--- RECORDS FOR PROCESSING ---
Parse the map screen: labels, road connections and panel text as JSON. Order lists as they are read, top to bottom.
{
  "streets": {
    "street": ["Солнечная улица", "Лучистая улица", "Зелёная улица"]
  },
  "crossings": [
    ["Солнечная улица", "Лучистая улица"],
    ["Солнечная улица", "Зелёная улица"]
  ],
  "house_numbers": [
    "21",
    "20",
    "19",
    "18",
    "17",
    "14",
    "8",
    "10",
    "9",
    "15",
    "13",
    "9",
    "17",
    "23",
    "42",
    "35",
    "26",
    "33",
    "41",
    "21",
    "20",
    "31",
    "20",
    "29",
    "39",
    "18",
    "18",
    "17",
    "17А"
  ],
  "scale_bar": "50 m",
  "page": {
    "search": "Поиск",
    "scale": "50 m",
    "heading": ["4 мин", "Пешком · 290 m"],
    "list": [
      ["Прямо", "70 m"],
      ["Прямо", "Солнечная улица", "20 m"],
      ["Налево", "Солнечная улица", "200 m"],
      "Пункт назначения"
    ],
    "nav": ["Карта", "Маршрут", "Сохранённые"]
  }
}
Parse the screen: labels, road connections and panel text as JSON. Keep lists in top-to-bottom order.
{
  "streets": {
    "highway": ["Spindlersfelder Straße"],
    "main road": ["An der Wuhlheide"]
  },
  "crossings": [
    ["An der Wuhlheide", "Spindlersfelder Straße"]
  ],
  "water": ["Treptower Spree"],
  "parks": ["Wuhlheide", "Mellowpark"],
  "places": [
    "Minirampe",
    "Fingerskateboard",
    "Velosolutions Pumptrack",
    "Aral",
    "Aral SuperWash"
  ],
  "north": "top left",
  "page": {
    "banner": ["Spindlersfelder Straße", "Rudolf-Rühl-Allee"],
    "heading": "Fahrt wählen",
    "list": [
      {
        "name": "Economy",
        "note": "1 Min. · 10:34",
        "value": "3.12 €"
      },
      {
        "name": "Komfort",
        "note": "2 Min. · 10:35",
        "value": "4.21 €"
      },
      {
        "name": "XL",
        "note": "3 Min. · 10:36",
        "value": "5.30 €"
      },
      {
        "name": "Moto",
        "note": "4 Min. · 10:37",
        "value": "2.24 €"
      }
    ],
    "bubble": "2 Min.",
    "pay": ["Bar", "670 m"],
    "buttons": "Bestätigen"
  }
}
---
_EXERCISE AIM_
Return every line from the entries above that includes the word "name".

_RESULT BELOW_
        "name": "Economy",
        "name": "Komfort",
        "name": "XL",
        "name": "Moto",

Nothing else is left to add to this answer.